◆ **INFORMATION GIVEN**
################

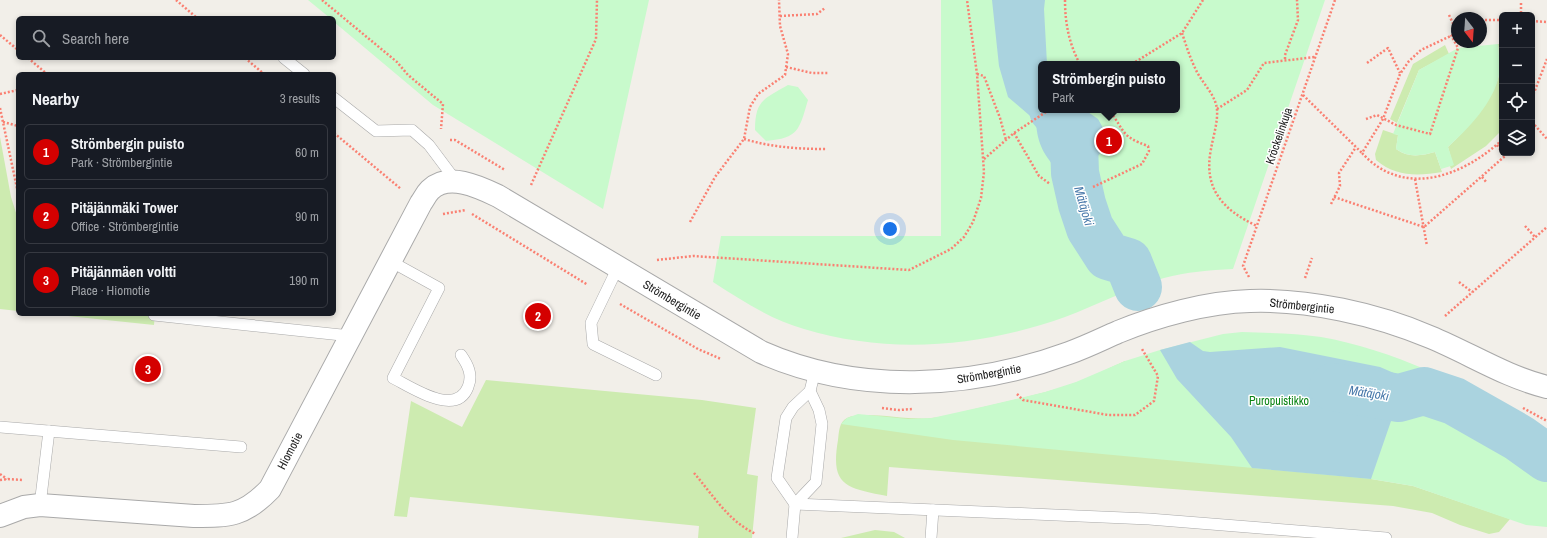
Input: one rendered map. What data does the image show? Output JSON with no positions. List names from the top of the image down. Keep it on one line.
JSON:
{"streets":{"street":["Strömbergintie","Hiomotie"],"path":["Kröckelinkuja"]},"crossings":[["Strömbergintie","Hiomotie"]],"water":["Mätäjoki"],"parks":["Puropuistikko"],"north":"bottom","page":{"map_buttons":["+","−"],"search":"Search here","popup":["Strömbergin puisto","Park"],"heading":["Nearby","3 results"],"list":[{"mark":"1","name":"Strömbergin puisto","note":"Park · Strömbergintie","value":"60 m"},{"mark":"2","name":"Pitäjänmäki Tower","note":"Office · Strömbergintie","value":"90 m"},{"mark":"3","name":"Pitäjänmäen voltti","note":"Place · Hiomotie","value":"190 m"}],"pins":["1","2","3"]}}
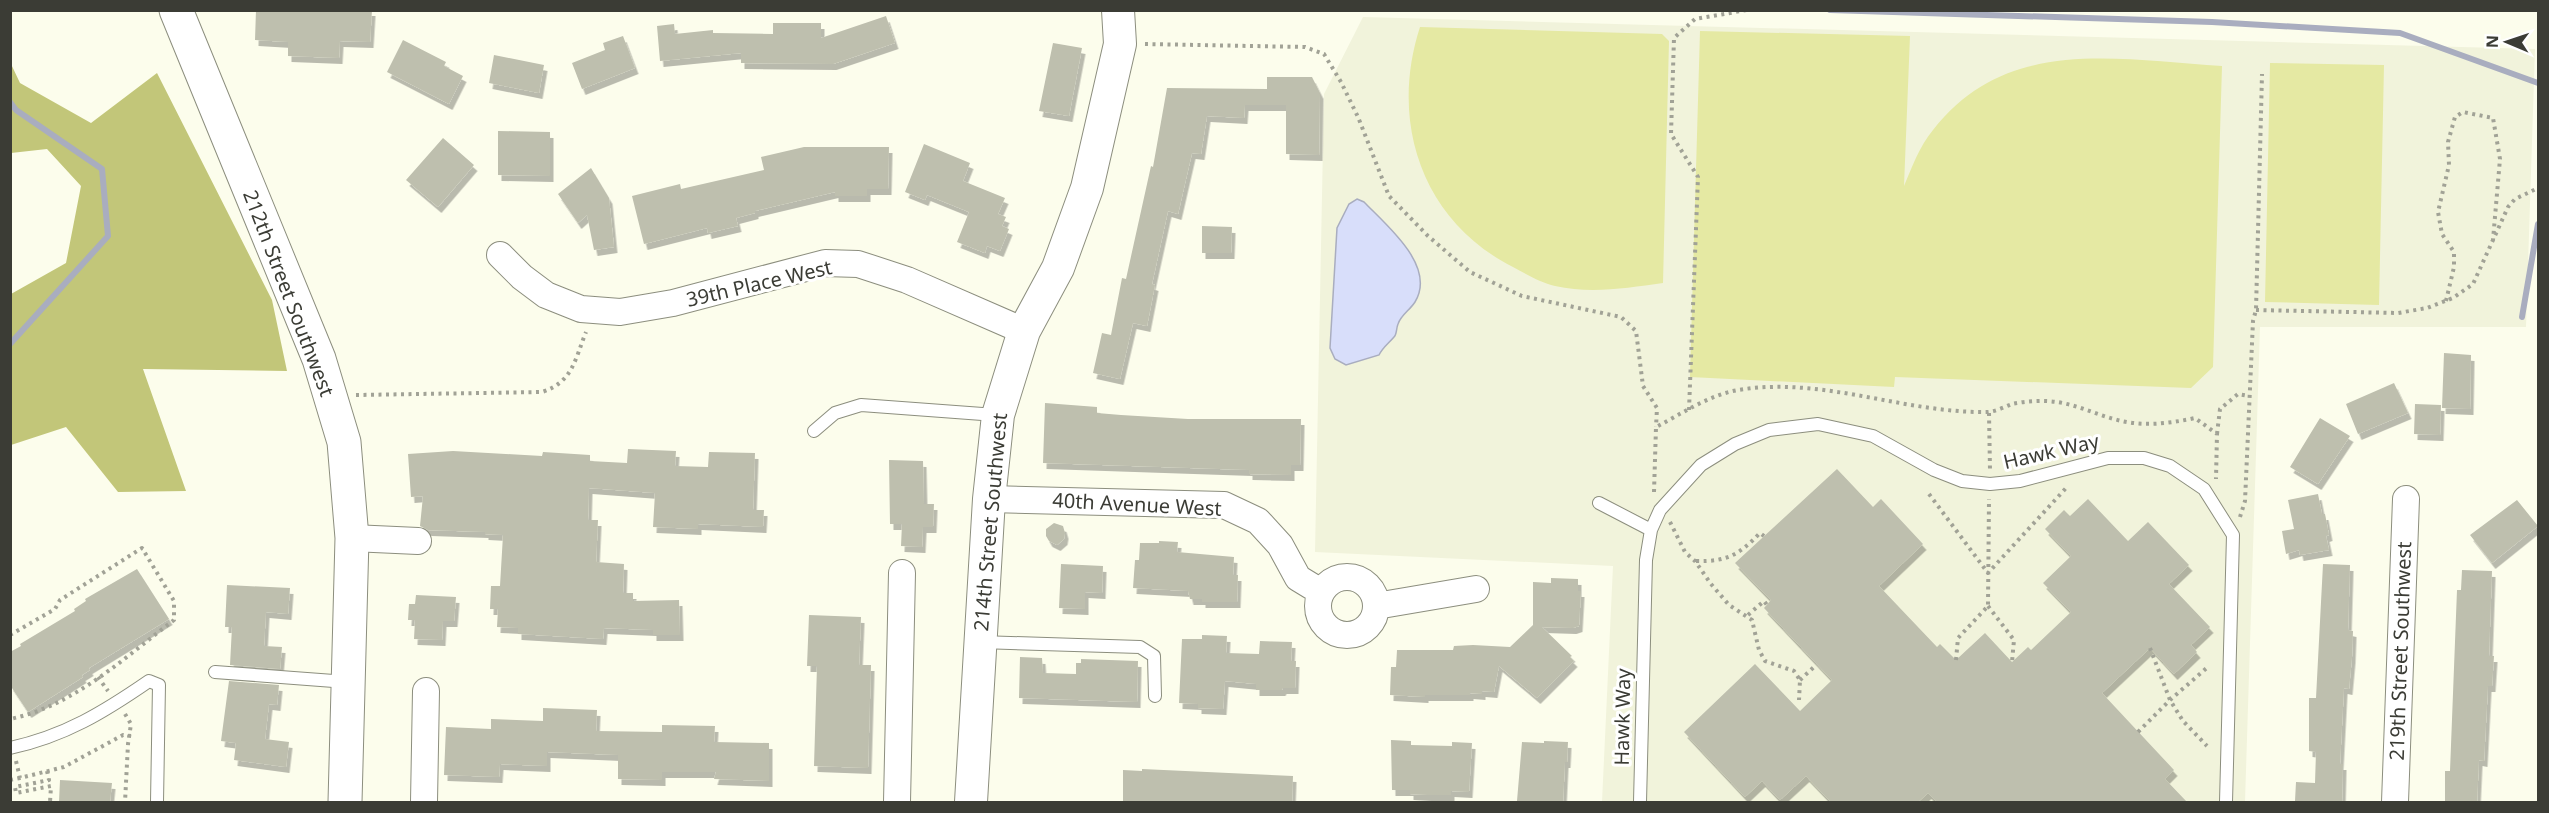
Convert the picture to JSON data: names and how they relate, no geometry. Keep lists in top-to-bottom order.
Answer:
{
  "streets": {
    "main road": ["212th Street Southwest"],
    "street": [
      "39th Place West",
      "40th Avenue West",
      "214th Street Southwest",
      "219th Street Southwest"
    ],
    "lane": ["Hawk Way"]
  },
  "crossings": [
    ["39th Place West", "214th Street Southwest"],
    ["40th Avenue West", "214th Street Southwest"]
  ],
  "north": "left"
}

################

◆ **EXERCISE PROMPT**
What lines of the listing above hold "Keep"? Copy all of them.

◆ **EXERCISE RESULT**
Input: one rendered map. What data does the image show? Output JSON with no positions. List names from the top of the image down. Keep it on one line.
Convert the picture to JSON data: names and how they relate, no geometry. Keep lists in top-to-bottom order.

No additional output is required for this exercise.